Volume 52, Number 2 · February 10, 2005

The Emperor Putin

By Robert Cottrell
Cold Peace: Russia's New Imperialism
by Janusz Bugajski

Praeger/Center for Strategic and International Studies, 302 pp., $49.95

Inside Putin's Russia: Can There be Reform Without Democracy?
by Andrew Jack

Oxford University Press, 362 pp., $30.00

Run your finger around the borders of Russia, and you begin to realize what a worrying place the world must seem when viewed from the Kremlin. Ukraine, supposedly the closest and best-loved of Russia's immediate neighbors, has just biffed its big brother on the nose by electing a West-backed president, Viktor Yushchenko. Three other neighbors or near neighbors of Russia—Belarus, Turkmenistan, and North Korea—are run by dictators whose grasp of reality is open to question.
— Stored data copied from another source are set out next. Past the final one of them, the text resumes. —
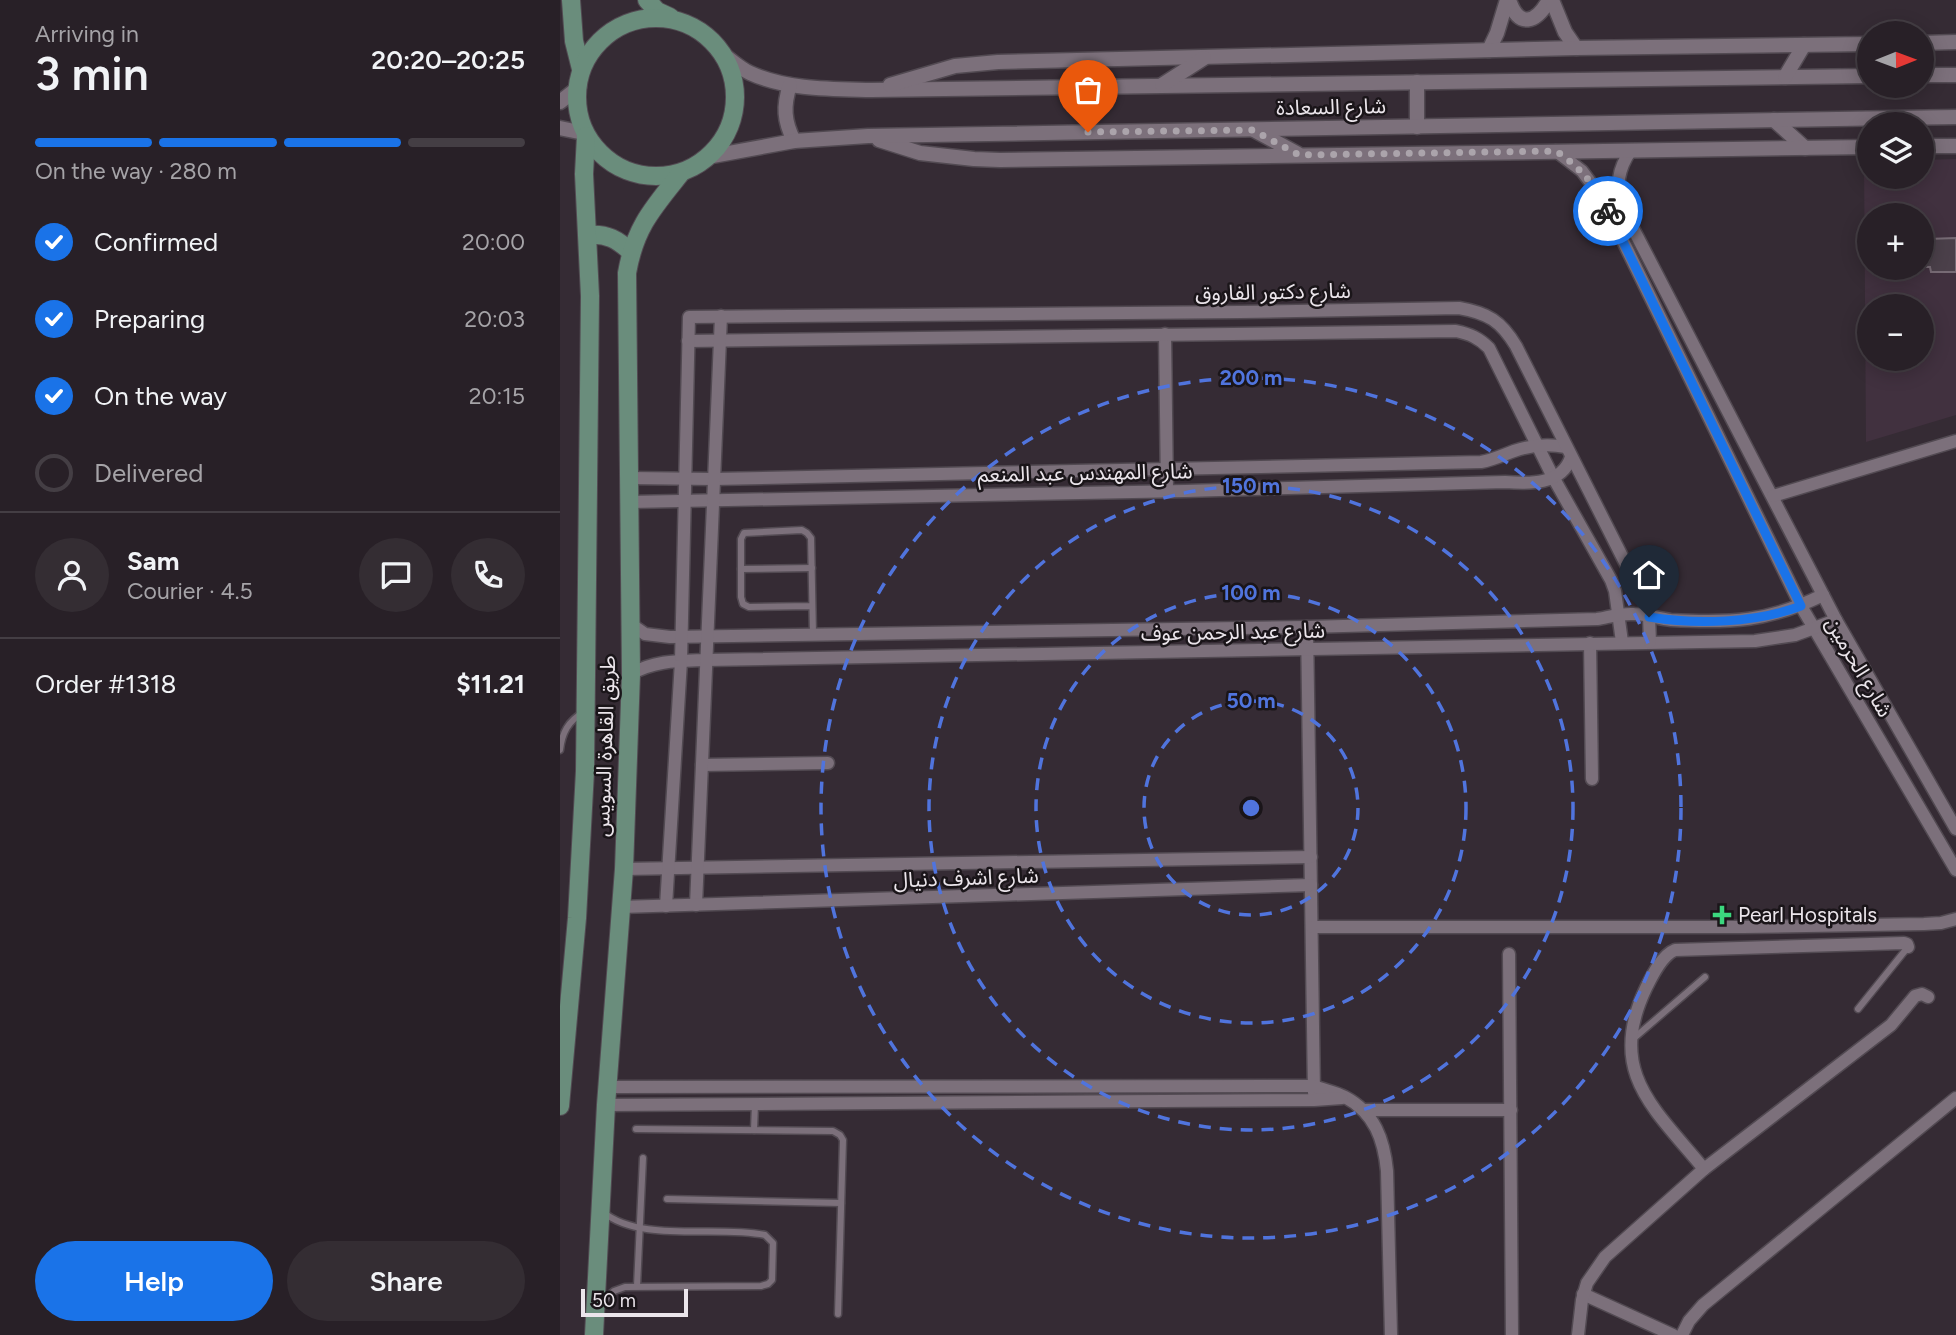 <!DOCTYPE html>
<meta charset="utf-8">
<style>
:root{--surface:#282027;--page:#342d33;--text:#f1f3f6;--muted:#a5a3a7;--line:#443e44;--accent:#1a73e8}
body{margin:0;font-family:Figtree,"Noto Sans Arabic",sans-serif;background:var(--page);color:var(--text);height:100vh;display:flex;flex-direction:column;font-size:26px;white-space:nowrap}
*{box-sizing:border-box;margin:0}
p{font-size:23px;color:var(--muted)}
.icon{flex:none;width:38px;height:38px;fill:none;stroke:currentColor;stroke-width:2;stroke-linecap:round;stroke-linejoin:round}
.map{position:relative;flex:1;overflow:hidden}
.panel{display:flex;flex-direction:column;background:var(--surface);width:560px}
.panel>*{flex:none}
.needle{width:46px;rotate:89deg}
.controls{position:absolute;left:1297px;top:21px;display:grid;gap:14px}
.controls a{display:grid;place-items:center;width:77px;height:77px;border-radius:50%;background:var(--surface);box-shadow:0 4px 18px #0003,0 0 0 2px var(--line);font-size:35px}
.scale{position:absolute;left:21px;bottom:18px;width:107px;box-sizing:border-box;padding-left:7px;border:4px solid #ebe5eb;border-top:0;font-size:19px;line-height:24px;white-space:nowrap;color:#ebe5eb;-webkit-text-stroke:5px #1a1519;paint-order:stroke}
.pin{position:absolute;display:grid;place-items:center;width:60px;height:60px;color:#fff;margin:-72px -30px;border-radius:50% 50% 50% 0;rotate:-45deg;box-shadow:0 0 7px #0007}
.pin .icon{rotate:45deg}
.courier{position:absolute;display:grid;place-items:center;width:70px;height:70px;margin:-35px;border:5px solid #1a73e8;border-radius:50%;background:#fff;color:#222;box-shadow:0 2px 9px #0007}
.head em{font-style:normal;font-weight:600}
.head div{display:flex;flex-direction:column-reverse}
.head{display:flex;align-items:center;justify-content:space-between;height:119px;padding:0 35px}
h1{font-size:46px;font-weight:600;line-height:52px}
.bar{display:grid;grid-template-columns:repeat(4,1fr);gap:10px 7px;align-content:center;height:84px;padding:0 35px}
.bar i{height:9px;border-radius:5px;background:var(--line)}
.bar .current{background:var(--accent)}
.bar p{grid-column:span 4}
.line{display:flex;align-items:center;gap:18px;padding:0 35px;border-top:2px solid var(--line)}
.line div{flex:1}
.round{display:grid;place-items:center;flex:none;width:74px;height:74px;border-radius:37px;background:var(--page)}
ol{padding:0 35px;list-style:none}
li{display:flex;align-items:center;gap:21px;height:77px}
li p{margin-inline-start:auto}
li .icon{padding:7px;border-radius:50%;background:var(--accent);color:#fff;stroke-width:4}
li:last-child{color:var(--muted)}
li i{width:38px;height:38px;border:4px solid var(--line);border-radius:50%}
.action{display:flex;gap:14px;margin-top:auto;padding:14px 35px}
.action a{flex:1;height:80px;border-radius:42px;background:var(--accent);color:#fff;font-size:28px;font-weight:600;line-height:80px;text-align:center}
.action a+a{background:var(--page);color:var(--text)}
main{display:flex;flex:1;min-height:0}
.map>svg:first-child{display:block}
</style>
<main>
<section class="panel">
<div class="head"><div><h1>3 min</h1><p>Arriving in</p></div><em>20:20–20:25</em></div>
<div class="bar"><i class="current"></i><i class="current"></i><i class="current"></i><i></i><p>On the way · 280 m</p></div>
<ol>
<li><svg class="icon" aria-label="check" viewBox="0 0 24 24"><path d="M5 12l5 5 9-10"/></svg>Confirmed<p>20:00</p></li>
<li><svg class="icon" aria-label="check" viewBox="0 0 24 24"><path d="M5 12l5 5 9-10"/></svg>Preparing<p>20:03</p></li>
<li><svg class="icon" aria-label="check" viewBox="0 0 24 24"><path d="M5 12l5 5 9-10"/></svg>On the way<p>20:15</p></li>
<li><i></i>Delivered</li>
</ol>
<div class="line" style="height:126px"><a class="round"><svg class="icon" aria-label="person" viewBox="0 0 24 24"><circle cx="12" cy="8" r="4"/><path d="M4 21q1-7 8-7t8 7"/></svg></a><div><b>Sam</b><p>Courier · 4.5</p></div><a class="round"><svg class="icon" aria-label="chat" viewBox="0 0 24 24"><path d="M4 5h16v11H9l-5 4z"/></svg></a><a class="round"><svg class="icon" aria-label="phone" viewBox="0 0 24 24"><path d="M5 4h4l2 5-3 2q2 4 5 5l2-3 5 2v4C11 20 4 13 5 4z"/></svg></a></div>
<div class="line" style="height:91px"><div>Order #1318</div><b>$11.21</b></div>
<div class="action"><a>Help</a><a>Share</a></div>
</section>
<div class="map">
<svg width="1396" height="1335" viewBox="0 0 1396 1335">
<rect width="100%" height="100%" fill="#352b34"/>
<path fill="#41313f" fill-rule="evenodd" d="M1396,159V415L1306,442L1304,161H1309V177H1362V160ZM1309,215H1362V268H1309ZM1309,306H1362V359H1309Z"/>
<path fill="#4b404a" stroke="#776b75" stroke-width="2" d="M1396,238V272H1371L1370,267H1362V241H1367V239Z"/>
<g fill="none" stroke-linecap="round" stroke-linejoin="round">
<defs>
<g id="service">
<path d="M181,569L252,568"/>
<path d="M252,606L189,607L183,604L181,597V539L184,533L242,530L247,533L251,538L253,634"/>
<path d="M0,750C2,733 8,721 24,712"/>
<path d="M1298,1009L1348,947"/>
<path d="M1073,1039L1145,977"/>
<path d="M76,1129L273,1131L280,1135L283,1140L278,1314"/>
<path d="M194,1130L195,1104"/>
<path d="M107,1199L281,1203"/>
<path d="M77,1286L83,1158"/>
<path d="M40,1303L54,1291L65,1287L201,1286L208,1284L212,1280L213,1243L205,1235C158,1225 80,1243 43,1212"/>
</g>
<g id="minor">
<path d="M1071,150C1058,169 1055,186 1063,209L1276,620L1396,829"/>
<path d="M996,151L1022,171L1042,198L1241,606L1396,870"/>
<path d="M605,334L607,491"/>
<path d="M128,341L896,331C910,334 919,338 929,348L993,477L1051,580L1055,591L1062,642"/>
<path d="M69,478L154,479L921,462C933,460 943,455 954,451C971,445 989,444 1006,447"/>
<path d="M1213,496L1396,441"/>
<path d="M70,502L625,491L945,482C969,484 1002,485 1011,457"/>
<path d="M72,625L85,634L110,637L747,627L1037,619C1049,617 1062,613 1074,614C1087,614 1099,619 1111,620C1171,623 1208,622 1263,595"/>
<path d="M747,627L754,1093"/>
<path d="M1030,643L1032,779"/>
<path d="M71,674C95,660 120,661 146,660L1195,641L1235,635L1276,620"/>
<path d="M142,765L268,763"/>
<path d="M64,869L751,857"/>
<path d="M136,905L161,316"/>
<path d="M106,906L121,661L129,317L680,312L899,308C928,313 941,321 956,346L1083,598L1089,617L1090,642"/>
<path d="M61,907L751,885"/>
<path d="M752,927H1183L1364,924L1381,923L1396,919"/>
<path d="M949,954L952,1335"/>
<path d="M47,1087L754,1086C764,1090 776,1092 785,1097C815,1113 824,1140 827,1171L831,1335"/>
<path d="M46,1105L754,1100L782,1098"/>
<path d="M803,1110H951"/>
<path d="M1144,1169C1094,1108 1046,1072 1086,988C1092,976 1102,955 1115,950L1344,943L1347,944L1348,947"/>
<path d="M1023,1294L1113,1335"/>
<path d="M1018,1335L1022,1300L1027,1283L1045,1257L1144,1169L1331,1025L1355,996L1362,994L1368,997"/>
<path d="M1122,1335L1129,1321L1143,1305L1396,1098"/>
</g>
<g id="tertiary">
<path d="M949,0C959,29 976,23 989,0"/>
<path d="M992,0L1005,32L1016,48"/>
<path d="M1362,43L1396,42"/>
<path d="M929,50L937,33L947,0"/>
<path d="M163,54C172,61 181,69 190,73C227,90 272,89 311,90L1309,76"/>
<path d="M1362,75H1396"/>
<path d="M1225,77L1244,45"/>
<path d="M230,85C223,106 224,121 234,141"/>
<path d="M330,85L395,66L438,62L1016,48L1309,44"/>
<path d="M602,85L644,58"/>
<path d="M0,102L19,87"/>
<path d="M1214,120L1245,148"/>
<path d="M857,127V82"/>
<path d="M0,128L24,133"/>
<path d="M694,130L738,154"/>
<path d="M319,140L360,153L414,159L440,160L1309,147"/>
<path d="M1362,146H1396"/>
<path d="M147,157L234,141L308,136L1396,117"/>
</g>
<g id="secondary">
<path d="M11,0L14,41L21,69"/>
<path d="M87,0L97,11L110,17"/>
<circle cx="96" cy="97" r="79"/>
<path d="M28,235C47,233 58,240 71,252"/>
<path d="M0,1106L17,918L25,771L30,296L24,174L26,136"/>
<path d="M34,1335L46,1105L64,869L71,674L67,273C75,227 93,208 121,173"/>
</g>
</defs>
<use href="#service" stroke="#524a52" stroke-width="9"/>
<use href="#minor" stroke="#524a52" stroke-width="15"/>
<use href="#tertiary" stroke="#524a52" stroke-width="17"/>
<use href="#secondary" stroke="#524a52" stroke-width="20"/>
<use href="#service" stroke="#7c707b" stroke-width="6"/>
<use href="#minor" stroke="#7c707b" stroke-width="12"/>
<use href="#tertiary" stroke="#7c707b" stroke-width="14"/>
<use href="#secondary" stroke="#6a8d7c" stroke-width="18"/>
</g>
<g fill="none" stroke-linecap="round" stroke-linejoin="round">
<path stroke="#aba4ab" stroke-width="7" stroke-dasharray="0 12.6" d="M528,132L693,130L739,155L996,151C1020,167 1035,185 1048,211"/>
<path stroke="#1a73e8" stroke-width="9" d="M1048,211L1241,606C1195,623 1138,625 1089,617"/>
</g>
<g fill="none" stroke="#5074dd" stroke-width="3.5" stroke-dasharray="12 9">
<circle cx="691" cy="808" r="107"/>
<circle cx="691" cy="808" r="215"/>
<circle cx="691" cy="808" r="322"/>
<circle cx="691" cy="808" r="430"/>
</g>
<path fill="#3bd77e" stroke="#1a1519" stroke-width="2.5" d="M1158.5 904.5h7v7h7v7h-7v7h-7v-7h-7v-7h7z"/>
<g text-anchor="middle" stroke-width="5" stroke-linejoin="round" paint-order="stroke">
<g font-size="21" fill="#ebe5eb" stroke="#1a1519">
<text transform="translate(771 107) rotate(-1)" y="7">شارع السعادة</text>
<text transform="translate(713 292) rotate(-1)" y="7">شارع دكتور الفاروق</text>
<text transform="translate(525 473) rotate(-1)" y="7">شارع المهندس عبد المنعم</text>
<text transform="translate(673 632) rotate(-1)" y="7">شارع عبد الرحمن عوف</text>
<text transform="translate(1299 667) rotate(60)" y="7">شارع الحرمين</text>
<text transform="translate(45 746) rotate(-88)" y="7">طريق القاهرة السويس</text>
<text transform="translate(406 878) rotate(-2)" y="7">شارع اشرف دنيال</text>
</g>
<g font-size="21" fill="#ebe5eb" stroke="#1a1519" text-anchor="start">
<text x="1178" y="922">Pearl Hospitals</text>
</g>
</g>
<circle cx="691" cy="808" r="10" fill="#5074dd" stroke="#1a1519" stroke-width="3.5"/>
<g font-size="21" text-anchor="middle" font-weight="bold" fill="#5074dd" stroke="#1a1519" stroke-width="5" stroke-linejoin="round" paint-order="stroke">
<text x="691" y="385">200 m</text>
<text x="691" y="493">150 m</text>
<text x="691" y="600">100 m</text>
<text x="691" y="708">50 m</text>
</g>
</svg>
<div class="controls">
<a><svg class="needle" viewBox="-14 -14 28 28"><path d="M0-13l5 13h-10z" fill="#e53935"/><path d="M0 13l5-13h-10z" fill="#a5a3a7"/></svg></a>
<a><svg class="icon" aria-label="layers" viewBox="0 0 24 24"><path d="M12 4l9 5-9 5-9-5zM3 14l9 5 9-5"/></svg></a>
<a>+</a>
<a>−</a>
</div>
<div class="scale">50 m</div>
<div class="pin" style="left:528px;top:132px;background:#ea580c"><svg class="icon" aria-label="bag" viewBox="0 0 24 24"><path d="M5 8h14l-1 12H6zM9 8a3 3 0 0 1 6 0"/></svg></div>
<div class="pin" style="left:1089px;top:617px;background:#1f2937"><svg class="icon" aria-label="home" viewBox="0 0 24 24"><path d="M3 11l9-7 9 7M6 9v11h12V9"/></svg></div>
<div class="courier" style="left:1048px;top:211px"><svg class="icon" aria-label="bike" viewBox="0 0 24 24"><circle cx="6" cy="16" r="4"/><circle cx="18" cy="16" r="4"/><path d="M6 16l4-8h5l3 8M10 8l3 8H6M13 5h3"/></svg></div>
</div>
</main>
Unstable autocrats run the rest of Central Asia. Georgia and Moldova are crippled by illegal Russian-sponsored secessionist regimes on their soil. Armenia and Azerbaijan teeter on the brink of renewed war. Dialogue with Japan has been hostage for decades to arguments about four disputed islands of negligible value. The Baltic states are the objects of a Russian government hate campaign. Relations with the rest of the European Union are at their chilliest since the cold war. The rise of China, and its imagined designs on the Russian far east, are the long-term worry that keeps the Kremlin awake at night. That leaves Mongolia for comfort.